— Work instruction —
Identify each line below containing the string "Russell" and copy it.

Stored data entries
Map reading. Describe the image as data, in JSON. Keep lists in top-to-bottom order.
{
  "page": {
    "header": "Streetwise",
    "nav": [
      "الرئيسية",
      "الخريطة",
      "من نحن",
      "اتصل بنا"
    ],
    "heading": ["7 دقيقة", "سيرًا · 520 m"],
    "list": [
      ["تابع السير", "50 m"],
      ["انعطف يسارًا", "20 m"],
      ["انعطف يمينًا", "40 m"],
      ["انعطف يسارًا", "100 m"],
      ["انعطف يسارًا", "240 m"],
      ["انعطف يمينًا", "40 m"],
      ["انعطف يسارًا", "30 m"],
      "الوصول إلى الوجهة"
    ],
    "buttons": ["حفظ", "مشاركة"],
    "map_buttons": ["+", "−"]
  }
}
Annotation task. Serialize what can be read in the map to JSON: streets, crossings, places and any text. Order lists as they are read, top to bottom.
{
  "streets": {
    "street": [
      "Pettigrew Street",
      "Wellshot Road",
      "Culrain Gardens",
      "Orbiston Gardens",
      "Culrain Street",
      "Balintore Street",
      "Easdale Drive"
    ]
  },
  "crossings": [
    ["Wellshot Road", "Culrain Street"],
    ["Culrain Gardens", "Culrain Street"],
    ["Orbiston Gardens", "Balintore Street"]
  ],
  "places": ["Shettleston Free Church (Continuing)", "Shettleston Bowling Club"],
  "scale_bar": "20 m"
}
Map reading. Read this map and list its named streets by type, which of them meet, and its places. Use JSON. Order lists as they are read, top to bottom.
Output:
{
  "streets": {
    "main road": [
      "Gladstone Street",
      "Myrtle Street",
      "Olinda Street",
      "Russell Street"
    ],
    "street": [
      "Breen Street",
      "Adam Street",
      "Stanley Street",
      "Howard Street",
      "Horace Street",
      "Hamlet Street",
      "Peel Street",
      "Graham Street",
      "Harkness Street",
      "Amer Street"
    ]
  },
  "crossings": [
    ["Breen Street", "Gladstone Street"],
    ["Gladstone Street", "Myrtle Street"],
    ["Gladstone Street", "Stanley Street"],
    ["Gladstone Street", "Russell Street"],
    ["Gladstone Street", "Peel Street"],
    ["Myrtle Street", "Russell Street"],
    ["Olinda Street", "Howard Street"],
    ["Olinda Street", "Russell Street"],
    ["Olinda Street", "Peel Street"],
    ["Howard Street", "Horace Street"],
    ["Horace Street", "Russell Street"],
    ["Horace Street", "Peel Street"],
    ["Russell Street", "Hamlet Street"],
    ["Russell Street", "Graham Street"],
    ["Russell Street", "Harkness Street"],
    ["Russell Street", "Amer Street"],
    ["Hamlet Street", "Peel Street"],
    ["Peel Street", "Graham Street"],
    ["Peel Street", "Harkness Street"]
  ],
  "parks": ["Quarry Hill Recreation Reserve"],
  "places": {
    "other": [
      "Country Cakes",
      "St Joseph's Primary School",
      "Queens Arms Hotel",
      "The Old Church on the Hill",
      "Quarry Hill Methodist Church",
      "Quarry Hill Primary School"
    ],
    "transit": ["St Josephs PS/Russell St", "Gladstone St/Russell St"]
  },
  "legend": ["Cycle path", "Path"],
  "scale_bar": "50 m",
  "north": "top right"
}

— Task solution —
      "Russell Street"
    ["Gladstone Street", "Russell Street"],
    ["Myrtle Street", "Russell Street"],
    ["Olinda Street", "Russell Street"],
    ["Horace Street", "Russell Street"],
    ["Russell Street", "Hamlet Street"],
    ["Russell Street", "Graham Street"],
    ["Russell Street", "Harkness Street"],
    ["Russell Street", "Amer Street"],
    "transit": ["St Josephs PS/Russell St", "Gladstone St/Russell St"]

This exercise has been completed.